■ **PROBLEM TO SOLVE**
Type out the complete listing below word for word, without its pictures.

■ **ENTRIES PROVIDED**
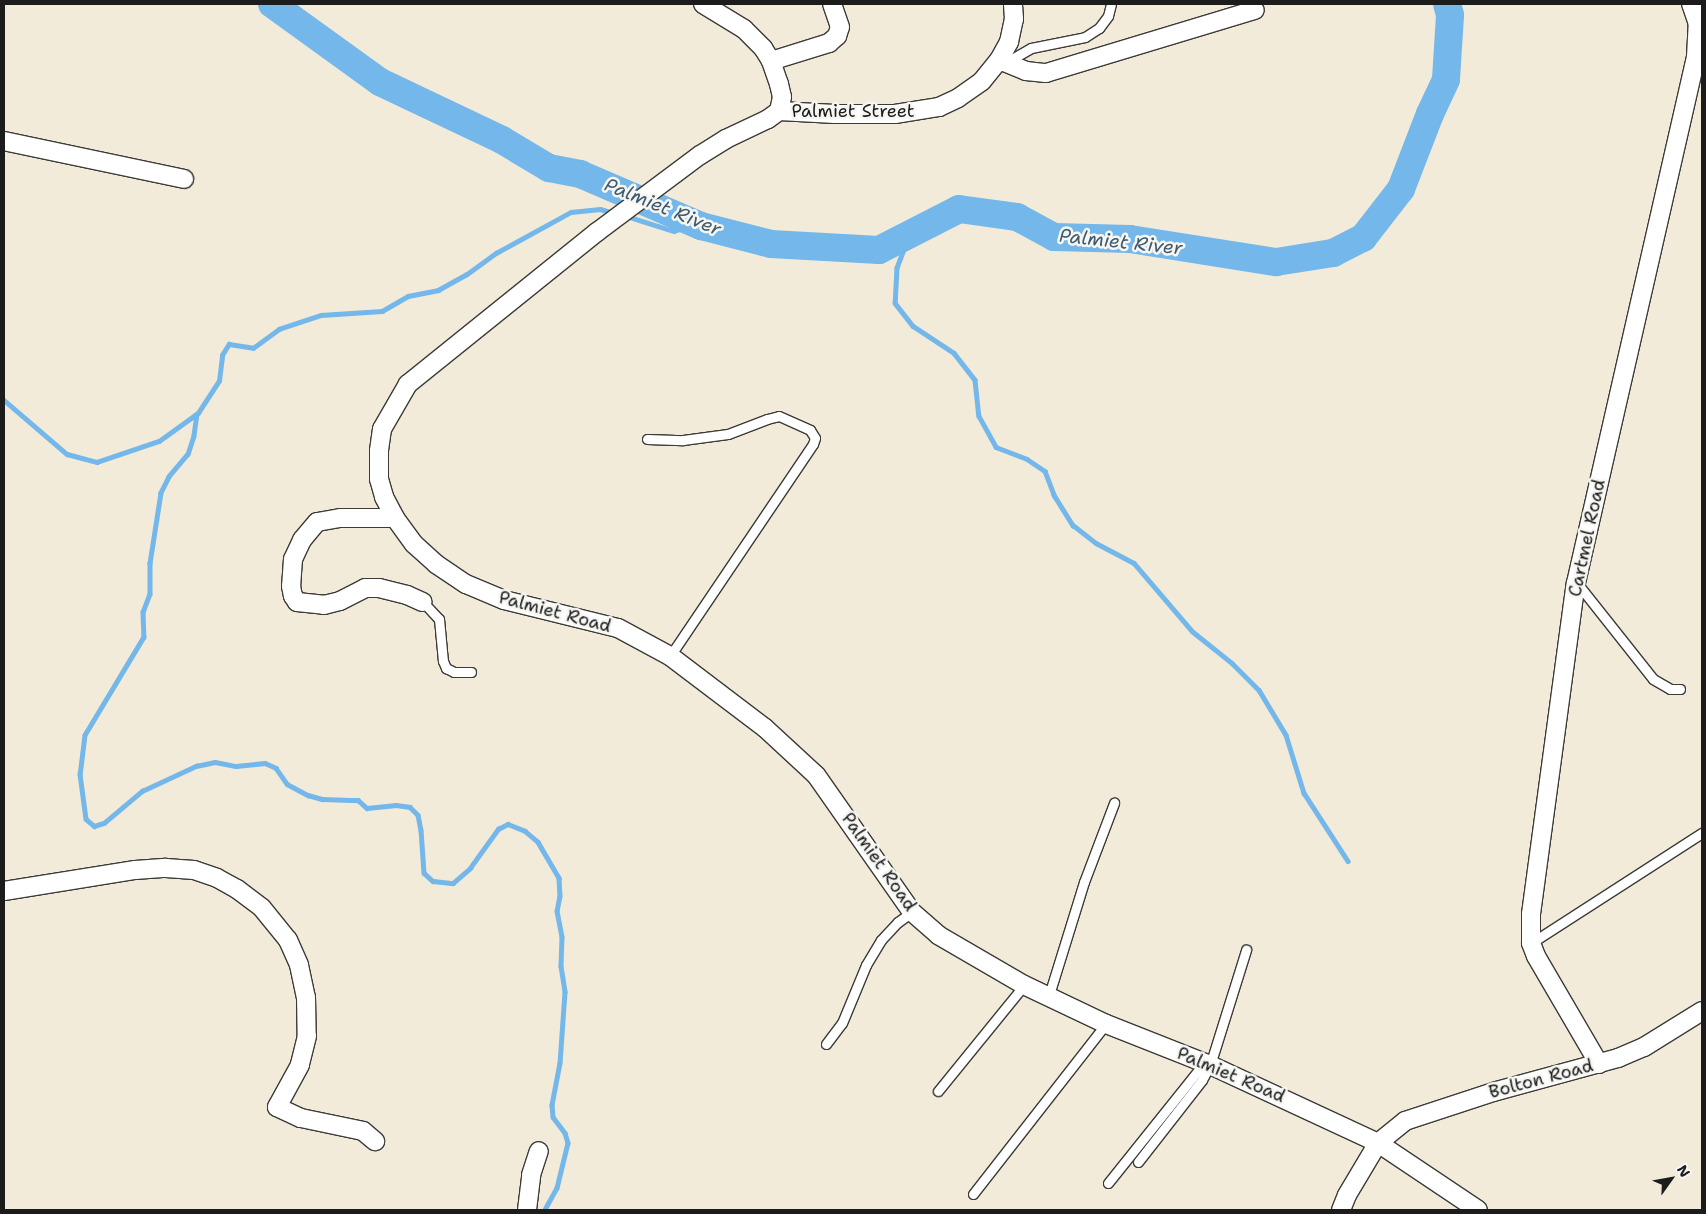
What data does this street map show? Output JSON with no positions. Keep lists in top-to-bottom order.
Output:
{
  "streets": {
    "street": [
      "Palmiet Street",
      "Cartmel Road",
      "Palmiet Road",
      "Bolton Road"
    ]
  },
  "crossings": [
    ["Palmiet Street", "Palmiet Road"],
    ["Cartmel Road", "Bolton Road"],
    ["Palmiet Road", "Bolton Road"]
  ],
  "water": ["Palmiet River"],
  "north": "top right"
}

■ **SOLUTION BELOW**
What data does this street map show? Output JSON with no positions. Keep lists in top-to-bottom order.
Output:
{
  "streets": {
    "street": [
      "Palmiet Street",
      "Cartmel Road",
      "Palmiet Road",
      "Bolton Road"
    ]
  },
  "crossings": [
    ["Palmiet Street", "Palmiet Road"],
    ["Cartmel Road", "Bolton Road"],
    ["Palmiet Road", "Bolton Road"]
  ],
  "water": ["Palmiet River"],
  "north": "top right"
}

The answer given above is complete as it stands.